To do
Output each record below exactly, leaving any picture out of the copy.

(Stored data entries)
######

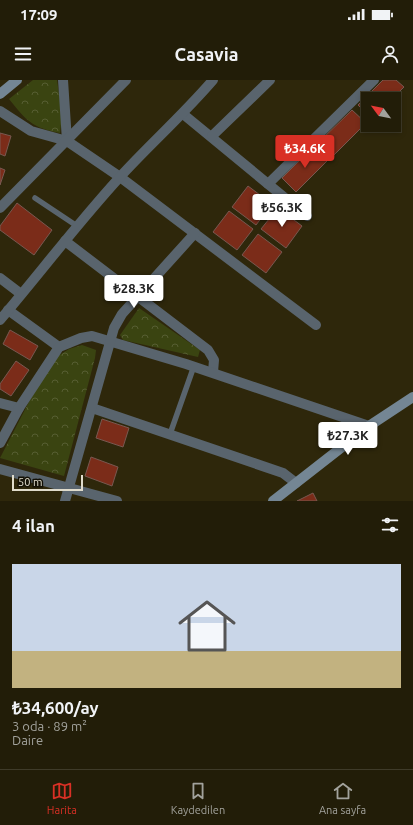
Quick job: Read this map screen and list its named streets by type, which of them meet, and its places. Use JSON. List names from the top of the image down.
{
  "scale_bar": "50 m",
  "north": "top left",
  "page": {
    "status": "17:09",
    "header": "Casavia",
    "price": [
      "₺34.6K",
      "₺56.3K",
      "₺28.3K",
      "₺27.3K"
    ],
    "scale": "50 m",
    "heading": "4 ilan",
    "list": [
      {
        "name": "₺34,600/ay",
        "note": "3 oda · 89 m² · Daire"
      }
    ],
    "tabs": ["Harita", "Kaydedilen", "Ana sayfa"]
  }
}
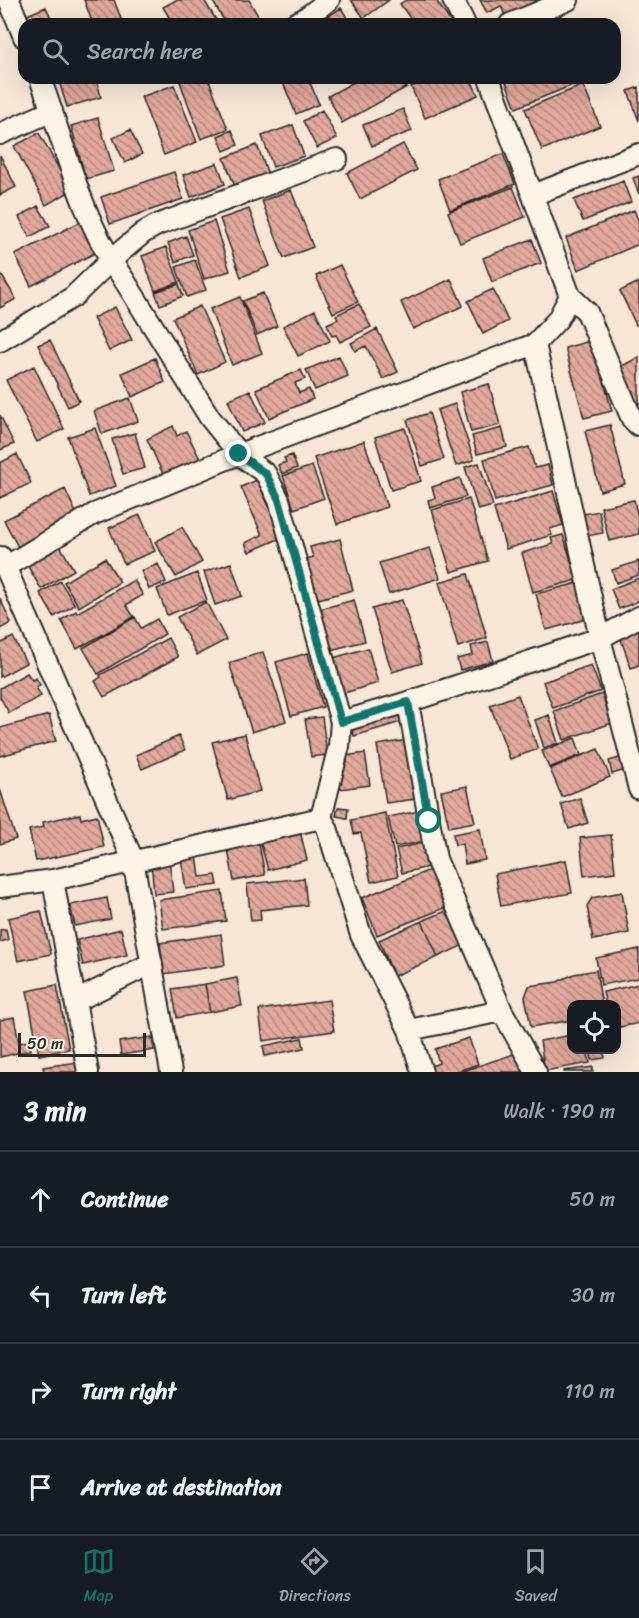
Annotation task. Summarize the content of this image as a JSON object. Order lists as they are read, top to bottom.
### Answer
{
  "scale_bar": "50 m",
  "page": {
    "search": "Search here",
    "scale": "50 m",
    "heading": ["3 min", "Walk · 190 m"],
    "list": [
      ["Continue", "50 m"],
      ["Turn left", "30 m"],
      ["Turn right", "110 m"],
      "Arrive at destination"
    ],
    "nav": ["Map", "Directions", "Saved"]
  }
}
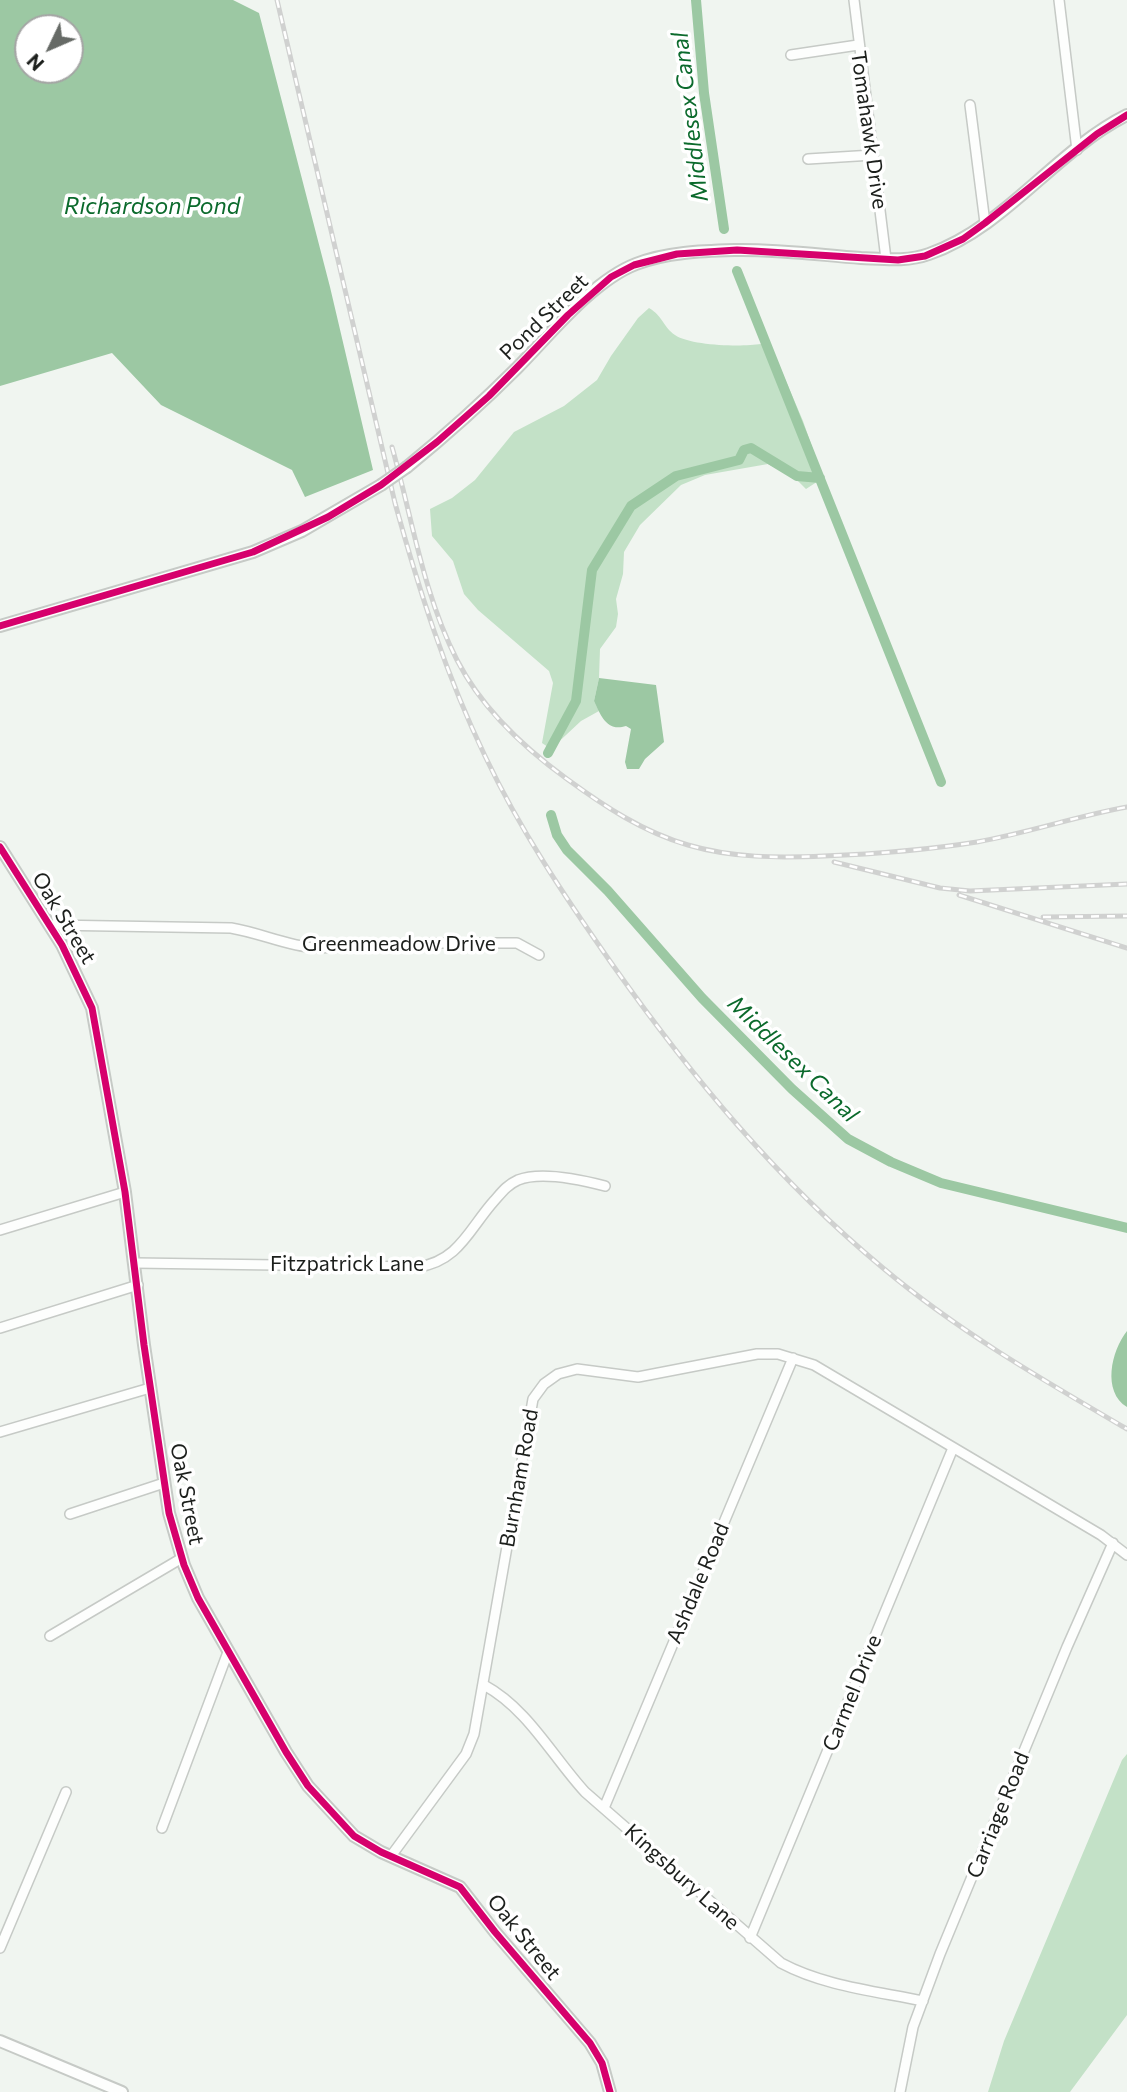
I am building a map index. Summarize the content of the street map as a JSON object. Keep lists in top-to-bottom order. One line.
{"streets":{"street":["Tomahawk Drive","Pond Street","Oak Street","Greenmeadow Drive","Fitzpatrick Lane","Burnham Road","Ashdale Road","Carmel Drive","Carriage Road","Kingsbury Lane"]},"crossings":[["Tomahawk Drive","Pond Street"],["Oak Street","Greenmeadow Drive"],["Oak Street","Fitzpatrick Lane"],["Oak Street","Burnham Road"],["Burnham Road","Ashdale Road"],["Burnham Road","Carmel Drive"],["Burnham Road","Carriage Road"],["Burnham Road","Kingsbury Lane"],["Ashdale Road","Kingsbury Lane"],["Carmel Drive","Kingsbury Lane"],["Carriage Road","Kingsbury Lane"]],"water":["Middlesex Canal","Richardson Pond"],"north":"bottom left"}
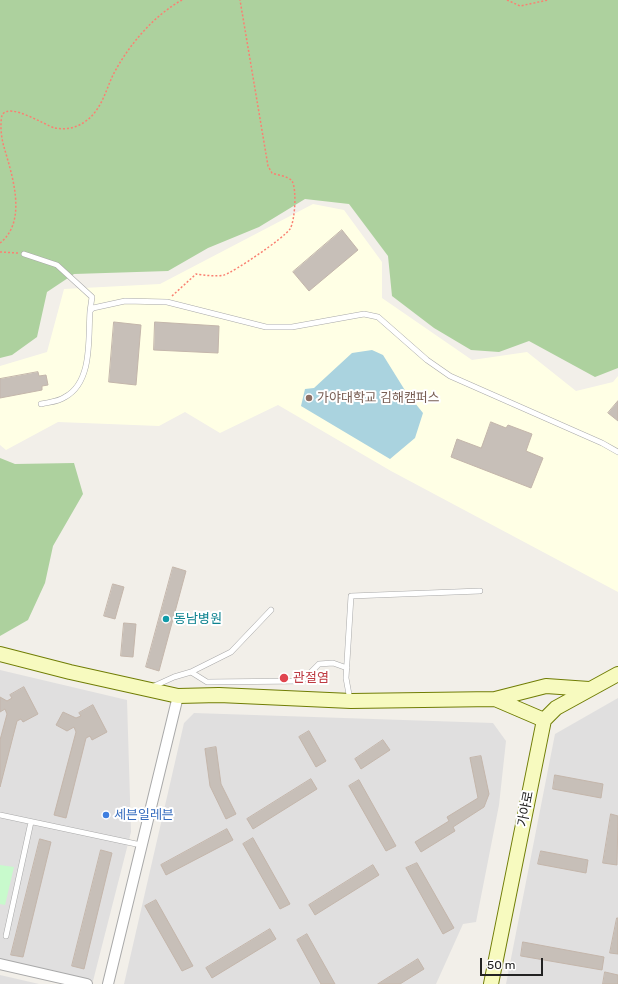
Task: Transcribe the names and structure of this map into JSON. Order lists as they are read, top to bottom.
{
  "streets": {
    "street": ["가야로"]
  },
  "places": [
    "가야대학교 김해캠퍼스",
    "동남병원",
    "관절염",
    "세븐일레븐"
  ],
  "scale_bar": "50 m"
}
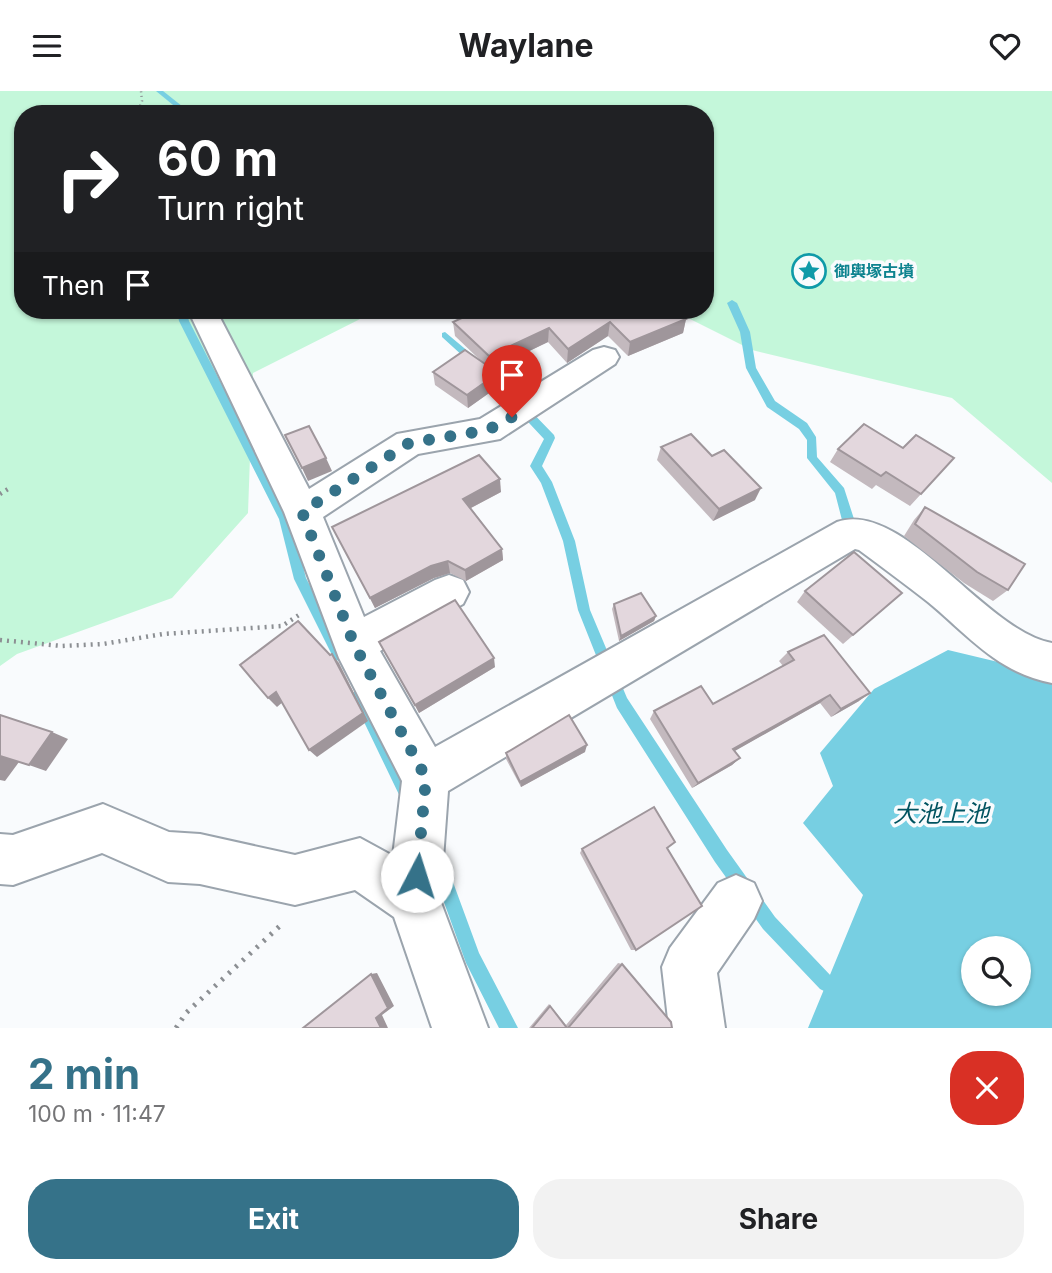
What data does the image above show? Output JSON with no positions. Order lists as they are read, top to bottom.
{
  "water": ["大池上池"],
  "places": {
    "place": ["御輿塚古墳"]
  },
  "page": {
    "header": "Waylane",
    "turn": ["60 m", "Turn right"],
    "then": "Then",
    "heading": ["2 min", "100 m · 11:47"],
    "buttons": ["Exit", "Share"]
  }
}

######

Exercise output
Quick job: Read this map screen and list its named streets by type, which of them meet, and its places. Use JSON. List names from the top of the image down.
{
  "scale_bar": "50 m",
  "north": "top left",
  "page": {
    "status": "17:09",
    "header": "Casavia",
    "price": [
      "₺34.6K",
      "₺56.3K",
      "₺28.3K",
      "₺27.3K"
    ],
    "scale": "50 m",
    "heading": "4 ilan",
    "list": [
      {
        "name": "₺34,600/ay",
        "note": "3 oda · 89 m² · Daire"
      }
    ],
    "tabs": ["Harita", "Kaydedilen", "Ana sayfa"]
  }
}
Annotation task. Summarize the content of this image as a JSON object. Order lists as they are read, top to bottom.
### Answer
{
  "scale_bar": "50 m",
  "page": {
    "search": "Search here",
    "scale": "50 m",
    "heading": ["3 min", "Walk · 190 m"],
    "list": [
      ["Continue", "50 m"],
      ["Turn left", "30 m"],
      ["Turn right", "110 m"],
      "Arrive at destination"
    ],
    "nav": ["Map", "Directions", "Saved"]
  }
}
I am building a map index. Summarize the content of the street map as a JSON object. Keep lists in top-to-bottom order. One line.
{"streets":{"street":["Tomahawk Drive","Pond Street","Oak Street","Greenmeadow Drive","Fitzpatrick Lane","Burnham Road","Ashdale Road","Carmel Drive","Carriage Road","Kingsbury Lane"]},"crossings":[["Tomahawk Drive","Pond Street"],["Oak Street","Greenmeadow Drive"],["Oak Street","Fitzpatrick Lane"],["Oak Street","Burnham Road"],["Burnham Road","Ashdale Road"],["Burnham Road","Carmel Drive"],["Burnham Road","Carriage Road"],["Burnham Road","Kingsbury Lane"],["Ashdale Road","Kingsbury Lane"],["Carmel Drive","Kingsbury Lane"],["Carriage Road","Kingsbury Lane"]],"water":["Middlesex Canal","Richardson Pond"],"north":"bottom left"}
Task: Transcribe the names and structure of this map into JSON. Order lists as they are read, top to bottom.
{
  "streets": {
    "street": ["가야로"]
  },
  "places": [
    "가야대학교 김해캠퍼스",
    "동남병원",
    "관절염",
    "세븐일레븐"
  ],
  "scale_bar": "50 m"
}
What data does the image above show? Output JSON with no positions. Order lists as they are read, top to bottom.
{
  "water": ["大池上池"],
  "places": {
    "place": ["御輿塚古墳"]
  },
  "page": {
    "header": "Waylane",
    "turn": ["60 m", "Turn right"],
    "then": "Then",
    "heading": ["2 min", "100 m · 11:47"],
    "buttons": ["Exit", "Share"]
  }
}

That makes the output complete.